If what you wanted out of the night was closure from the return of the franchise’s all-time leading scorer after this summer’s trade to Milwaukee, you got it (they even gave you a fitting cameo from Robin Lopez, coming off the bench to use his size to poke a ball down from the ledge behind the basket with a mop during a timeout). But the actual basketball game was pretty good, too. And it was good in the exact way that showcased what the post-Lillard version of the Blazers is trying to be.
Rebuilding teams don’t have a lot in the way of games with stakes, because the game-to-game results only matter so much in a season where the playoffs isn’t the goal. Wednesday qualifies. They were playing in front of a Moda Center crowd that was up there with any of the building’s legendary playoff crowds. They were also playing in front of the wider world for the first time, with it being their only game of the year on national television. Unless you’re a Blazers fan or a League Pass degenerate, this might be the only time you watch this team all year. The Lillard homecoming was the source of intrigue, but his former team acquitting themselves well on this stage wouldn’t hurt things, either.
They did that, and then some.
“I just didn't think the moment was too big for our team,” Chauncey Billups said afterwards.
Everything the organization envisions for the next era was there. Anfernee Simons went toe-to-toe with Lillard and made the shot to put Portland ahead for good. Deandre Ayton continued his strong week with a 20-point, 11-rebound performance. Toumani Camara got several key stops. Scoot Henderson was electric in his first-half shift, one of the most impactful stretches he’s played this season.
The Blazers don’t have many wins this season, and they don’t have many against good teams. Before tonight, their best ones were against Sacramento and Indiana. But this one, with these stakes, in what is the closest thing to a playoff atmosphere most of these guys have seen in their NBA careers, is the one that will define whatever positive progress the organization sees at the end of the season.

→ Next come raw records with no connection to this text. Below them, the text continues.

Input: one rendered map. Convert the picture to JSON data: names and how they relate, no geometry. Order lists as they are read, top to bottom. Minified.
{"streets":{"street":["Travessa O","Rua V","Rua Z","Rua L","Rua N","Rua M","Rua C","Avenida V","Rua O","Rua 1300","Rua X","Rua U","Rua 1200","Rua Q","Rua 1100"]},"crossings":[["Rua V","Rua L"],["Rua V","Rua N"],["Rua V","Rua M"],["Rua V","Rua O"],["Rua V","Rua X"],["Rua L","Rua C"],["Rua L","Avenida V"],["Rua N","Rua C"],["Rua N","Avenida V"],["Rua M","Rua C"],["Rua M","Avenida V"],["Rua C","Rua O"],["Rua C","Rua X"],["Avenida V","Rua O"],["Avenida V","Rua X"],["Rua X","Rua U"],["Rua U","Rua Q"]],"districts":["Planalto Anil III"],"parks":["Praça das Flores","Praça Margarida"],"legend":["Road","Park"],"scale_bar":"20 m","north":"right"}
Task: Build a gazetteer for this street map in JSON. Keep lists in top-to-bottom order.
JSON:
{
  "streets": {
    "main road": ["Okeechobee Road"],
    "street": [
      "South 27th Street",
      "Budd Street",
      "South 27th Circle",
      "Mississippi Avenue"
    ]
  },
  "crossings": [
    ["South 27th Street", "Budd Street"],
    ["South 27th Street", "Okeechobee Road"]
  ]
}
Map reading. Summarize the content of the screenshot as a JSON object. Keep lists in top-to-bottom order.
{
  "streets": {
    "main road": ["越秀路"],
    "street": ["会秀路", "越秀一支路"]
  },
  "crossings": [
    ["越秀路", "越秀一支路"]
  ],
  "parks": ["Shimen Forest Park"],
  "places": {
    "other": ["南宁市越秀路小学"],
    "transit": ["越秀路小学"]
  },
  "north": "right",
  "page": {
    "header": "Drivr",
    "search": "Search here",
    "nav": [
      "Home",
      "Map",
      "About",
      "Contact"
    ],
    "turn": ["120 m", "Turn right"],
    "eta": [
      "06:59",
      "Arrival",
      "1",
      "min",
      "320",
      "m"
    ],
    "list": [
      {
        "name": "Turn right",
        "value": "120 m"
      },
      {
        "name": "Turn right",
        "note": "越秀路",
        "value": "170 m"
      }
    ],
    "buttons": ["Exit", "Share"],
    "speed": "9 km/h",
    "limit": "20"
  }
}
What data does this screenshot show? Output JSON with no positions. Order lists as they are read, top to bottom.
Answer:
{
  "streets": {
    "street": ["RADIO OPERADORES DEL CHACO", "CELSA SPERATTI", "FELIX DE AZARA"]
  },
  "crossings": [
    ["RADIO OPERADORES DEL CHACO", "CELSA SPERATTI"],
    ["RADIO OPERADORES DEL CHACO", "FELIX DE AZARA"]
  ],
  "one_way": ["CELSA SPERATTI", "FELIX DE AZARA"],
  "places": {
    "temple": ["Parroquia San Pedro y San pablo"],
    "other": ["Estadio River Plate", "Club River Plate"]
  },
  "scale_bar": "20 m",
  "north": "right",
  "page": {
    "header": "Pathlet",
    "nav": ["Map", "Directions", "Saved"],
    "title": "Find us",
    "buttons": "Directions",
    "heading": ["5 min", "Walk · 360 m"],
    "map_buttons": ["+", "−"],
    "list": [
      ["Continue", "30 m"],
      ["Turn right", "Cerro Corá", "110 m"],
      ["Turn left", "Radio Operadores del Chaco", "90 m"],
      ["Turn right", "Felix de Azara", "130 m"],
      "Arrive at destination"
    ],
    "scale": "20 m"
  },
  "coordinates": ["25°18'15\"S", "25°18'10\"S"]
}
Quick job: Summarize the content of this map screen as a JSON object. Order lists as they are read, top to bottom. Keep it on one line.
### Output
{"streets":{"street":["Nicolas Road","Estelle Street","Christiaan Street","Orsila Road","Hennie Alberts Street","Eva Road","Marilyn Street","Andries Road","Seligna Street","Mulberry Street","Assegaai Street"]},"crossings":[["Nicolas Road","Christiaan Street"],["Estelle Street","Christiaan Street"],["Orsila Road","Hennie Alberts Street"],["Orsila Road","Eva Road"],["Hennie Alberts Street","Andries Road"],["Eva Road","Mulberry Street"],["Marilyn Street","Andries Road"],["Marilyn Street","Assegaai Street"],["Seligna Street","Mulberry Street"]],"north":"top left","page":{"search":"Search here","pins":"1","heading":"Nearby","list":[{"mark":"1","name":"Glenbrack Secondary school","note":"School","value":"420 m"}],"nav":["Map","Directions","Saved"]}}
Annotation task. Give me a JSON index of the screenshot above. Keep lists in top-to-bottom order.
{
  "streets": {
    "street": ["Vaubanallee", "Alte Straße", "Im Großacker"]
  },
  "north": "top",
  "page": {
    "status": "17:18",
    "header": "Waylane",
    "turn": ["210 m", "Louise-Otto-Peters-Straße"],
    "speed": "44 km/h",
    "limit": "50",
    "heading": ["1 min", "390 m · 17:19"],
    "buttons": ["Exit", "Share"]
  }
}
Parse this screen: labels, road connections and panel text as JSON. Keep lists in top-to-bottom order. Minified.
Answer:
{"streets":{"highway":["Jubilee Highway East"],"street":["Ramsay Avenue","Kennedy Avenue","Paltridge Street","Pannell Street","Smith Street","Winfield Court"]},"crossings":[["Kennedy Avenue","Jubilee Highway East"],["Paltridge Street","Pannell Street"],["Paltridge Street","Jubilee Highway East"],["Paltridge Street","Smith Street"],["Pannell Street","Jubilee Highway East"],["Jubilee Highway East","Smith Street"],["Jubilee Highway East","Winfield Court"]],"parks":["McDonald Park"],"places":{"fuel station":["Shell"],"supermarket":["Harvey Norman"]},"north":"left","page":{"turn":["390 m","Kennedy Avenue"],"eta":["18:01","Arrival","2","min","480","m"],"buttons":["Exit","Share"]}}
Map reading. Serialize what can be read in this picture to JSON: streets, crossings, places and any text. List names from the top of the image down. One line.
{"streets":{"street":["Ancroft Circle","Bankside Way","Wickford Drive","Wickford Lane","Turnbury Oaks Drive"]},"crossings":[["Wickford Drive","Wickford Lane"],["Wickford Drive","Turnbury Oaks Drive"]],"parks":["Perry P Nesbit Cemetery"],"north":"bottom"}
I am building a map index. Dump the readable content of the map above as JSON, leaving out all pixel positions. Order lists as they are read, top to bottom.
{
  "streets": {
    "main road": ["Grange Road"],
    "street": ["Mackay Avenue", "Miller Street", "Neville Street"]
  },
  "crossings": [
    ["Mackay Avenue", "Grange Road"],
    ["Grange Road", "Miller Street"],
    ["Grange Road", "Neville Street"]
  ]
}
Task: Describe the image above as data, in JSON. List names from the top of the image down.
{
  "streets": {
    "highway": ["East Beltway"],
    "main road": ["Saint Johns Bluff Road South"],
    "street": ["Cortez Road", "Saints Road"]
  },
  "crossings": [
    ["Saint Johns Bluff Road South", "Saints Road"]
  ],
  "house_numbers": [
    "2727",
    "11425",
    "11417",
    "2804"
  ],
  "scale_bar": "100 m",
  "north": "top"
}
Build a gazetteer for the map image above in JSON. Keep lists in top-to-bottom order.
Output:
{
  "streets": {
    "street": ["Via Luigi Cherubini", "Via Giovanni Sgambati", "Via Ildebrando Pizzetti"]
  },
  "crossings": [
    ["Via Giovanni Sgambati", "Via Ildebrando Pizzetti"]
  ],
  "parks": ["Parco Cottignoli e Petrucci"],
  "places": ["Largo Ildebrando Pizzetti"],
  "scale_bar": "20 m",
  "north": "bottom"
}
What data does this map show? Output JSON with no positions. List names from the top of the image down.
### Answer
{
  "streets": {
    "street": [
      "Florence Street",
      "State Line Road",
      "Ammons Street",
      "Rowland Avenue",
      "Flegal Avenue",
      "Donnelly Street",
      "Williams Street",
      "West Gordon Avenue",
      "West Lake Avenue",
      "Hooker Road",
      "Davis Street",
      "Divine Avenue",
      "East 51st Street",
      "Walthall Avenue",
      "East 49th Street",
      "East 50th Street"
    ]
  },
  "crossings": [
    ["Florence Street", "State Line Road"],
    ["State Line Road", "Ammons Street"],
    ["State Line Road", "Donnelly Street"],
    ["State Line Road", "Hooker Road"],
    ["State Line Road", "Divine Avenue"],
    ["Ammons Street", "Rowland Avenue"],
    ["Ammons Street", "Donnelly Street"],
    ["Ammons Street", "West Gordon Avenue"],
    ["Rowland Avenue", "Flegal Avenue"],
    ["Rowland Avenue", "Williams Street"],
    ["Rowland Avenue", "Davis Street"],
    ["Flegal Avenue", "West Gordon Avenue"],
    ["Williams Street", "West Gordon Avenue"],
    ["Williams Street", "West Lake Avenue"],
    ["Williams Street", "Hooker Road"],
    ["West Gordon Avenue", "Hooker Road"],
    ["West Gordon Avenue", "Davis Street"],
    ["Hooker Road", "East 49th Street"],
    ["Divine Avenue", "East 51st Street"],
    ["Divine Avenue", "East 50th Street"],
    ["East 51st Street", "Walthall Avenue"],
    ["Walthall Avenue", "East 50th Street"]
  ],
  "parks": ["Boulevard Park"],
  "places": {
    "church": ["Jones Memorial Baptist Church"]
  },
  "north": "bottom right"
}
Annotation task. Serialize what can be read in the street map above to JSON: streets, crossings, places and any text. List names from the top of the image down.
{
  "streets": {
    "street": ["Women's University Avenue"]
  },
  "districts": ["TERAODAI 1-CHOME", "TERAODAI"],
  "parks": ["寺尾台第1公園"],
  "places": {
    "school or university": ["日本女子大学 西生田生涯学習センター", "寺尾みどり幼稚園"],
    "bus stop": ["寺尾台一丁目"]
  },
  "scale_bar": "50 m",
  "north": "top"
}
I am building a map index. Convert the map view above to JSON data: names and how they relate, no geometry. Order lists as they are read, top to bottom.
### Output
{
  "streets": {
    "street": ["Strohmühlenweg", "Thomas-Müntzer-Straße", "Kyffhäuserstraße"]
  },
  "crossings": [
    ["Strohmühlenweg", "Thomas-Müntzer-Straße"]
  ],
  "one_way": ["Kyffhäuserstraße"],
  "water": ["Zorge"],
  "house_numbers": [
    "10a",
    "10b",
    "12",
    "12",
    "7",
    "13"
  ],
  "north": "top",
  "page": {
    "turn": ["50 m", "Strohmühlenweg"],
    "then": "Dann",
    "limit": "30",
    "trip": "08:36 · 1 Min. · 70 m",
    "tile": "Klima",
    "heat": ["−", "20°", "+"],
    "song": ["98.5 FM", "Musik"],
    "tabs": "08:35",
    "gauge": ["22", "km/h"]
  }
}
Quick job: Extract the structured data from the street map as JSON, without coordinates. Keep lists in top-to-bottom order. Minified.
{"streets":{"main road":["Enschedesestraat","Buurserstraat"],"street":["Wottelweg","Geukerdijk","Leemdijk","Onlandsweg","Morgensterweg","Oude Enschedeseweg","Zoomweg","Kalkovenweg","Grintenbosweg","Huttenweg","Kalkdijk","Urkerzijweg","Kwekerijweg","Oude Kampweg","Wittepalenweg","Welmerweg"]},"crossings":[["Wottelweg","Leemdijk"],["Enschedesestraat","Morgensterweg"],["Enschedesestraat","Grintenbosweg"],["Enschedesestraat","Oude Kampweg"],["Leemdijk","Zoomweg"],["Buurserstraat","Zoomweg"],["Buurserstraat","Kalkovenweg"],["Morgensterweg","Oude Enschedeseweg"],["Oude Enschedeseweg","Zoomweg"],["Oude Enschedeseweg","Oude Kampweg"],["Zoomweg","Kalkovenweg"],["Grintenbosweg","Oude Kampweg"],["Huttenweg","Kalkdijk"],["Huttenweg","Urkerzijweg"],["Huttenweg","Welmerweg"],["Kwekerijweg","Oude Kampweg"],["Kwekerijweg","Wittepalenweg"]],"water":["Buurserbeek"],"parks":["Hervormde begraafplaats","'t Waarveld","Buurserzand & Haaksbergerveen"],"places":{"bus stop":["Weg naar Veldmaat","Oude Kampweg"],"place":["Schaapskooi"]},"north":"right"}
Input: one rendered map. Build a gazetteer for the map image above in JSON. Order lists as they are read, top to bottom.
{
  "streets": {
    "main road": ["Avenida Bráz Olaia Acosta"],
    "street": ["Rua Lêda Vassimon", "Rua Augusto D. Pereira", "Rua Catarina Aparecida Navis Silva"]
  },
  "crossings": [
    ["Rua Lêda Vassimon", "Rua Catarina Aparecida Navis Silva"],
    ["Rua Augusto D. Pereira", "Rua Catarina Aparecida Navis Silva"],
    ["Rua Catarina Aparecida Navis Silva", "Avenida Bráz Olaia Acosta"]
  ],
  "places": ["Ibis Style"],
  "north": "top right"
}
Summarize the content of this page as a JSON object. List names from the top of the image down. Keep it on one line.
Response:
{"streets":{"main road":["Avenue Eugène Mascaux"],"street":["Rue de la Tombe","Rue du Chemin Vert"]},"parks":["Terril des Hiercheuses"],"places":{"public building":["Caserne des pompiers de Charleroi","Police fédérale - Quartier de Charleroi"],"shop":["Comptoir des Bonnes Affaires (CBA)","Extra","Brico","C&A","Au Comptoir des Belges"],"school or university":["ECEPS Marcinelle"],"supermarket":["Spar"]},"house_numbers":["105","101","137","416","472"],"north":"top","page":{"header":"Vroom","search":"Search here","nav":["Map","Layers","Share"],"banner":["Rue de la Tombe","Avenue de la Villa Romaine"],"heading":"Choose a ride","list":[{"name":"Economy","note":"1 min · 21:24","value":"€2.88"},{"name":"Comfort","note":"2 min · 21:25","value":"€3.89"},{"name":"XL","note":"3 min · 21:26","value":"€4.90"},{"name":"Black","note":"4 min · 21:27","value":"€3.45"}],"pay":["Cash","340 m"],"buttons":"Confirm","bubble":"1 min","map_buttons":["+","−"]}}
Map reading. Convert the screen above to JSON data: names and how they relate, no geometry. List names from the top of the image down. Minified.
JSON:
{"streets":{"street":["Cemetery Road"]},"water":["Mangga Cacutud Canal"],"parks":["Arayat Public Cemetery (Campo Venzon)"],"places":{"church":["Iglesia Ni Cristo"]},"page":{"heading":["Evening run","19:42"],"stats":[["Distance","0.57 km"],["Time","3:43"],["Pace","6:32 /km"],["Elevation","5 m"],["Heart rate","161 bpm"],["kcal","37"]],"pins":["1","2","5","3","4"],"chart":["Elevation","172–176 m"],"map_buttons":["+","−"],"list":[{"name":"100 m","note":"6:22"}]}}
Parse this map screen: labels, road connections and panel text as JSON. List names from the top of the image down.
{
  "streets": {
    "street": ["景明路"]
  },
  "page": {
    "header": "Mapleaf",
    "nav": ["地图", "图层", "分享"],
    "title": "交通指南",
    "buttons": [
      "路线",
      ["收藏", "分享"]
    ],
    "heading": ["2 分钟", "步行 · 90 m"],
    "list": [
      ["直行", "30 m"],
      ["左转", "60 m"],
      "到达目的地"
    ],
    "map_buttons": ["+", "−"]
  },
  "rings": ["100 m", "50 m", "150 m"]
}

“This was a big character win for us,” Billups said. “A culture win.”
That culture is something Billups is still building. After the disastrous early-January road trip, it looked dead in the water. They’ve stabilized since then, not only getting back to the way it looked early in the season but exceeding it, now that they have an extended stretch with most of their rotation healthy.
It will take at least another couple of years to get back to the perennial playoff contention the Blazers enjoyed throughout Lillard’s 11 seasons. But on Wednesday, you could start to see what it will look like when it gets there.
“It's gonna be special,” Henderson said. “I'm just letting you know right now. It's gonna be fun to watch. We're just getting the team back together. It'll take a little time. It's hard to have a group of young guys just collaborate in a way that we know we can. That takes time. When it happens, it's gonna be special and we know that.”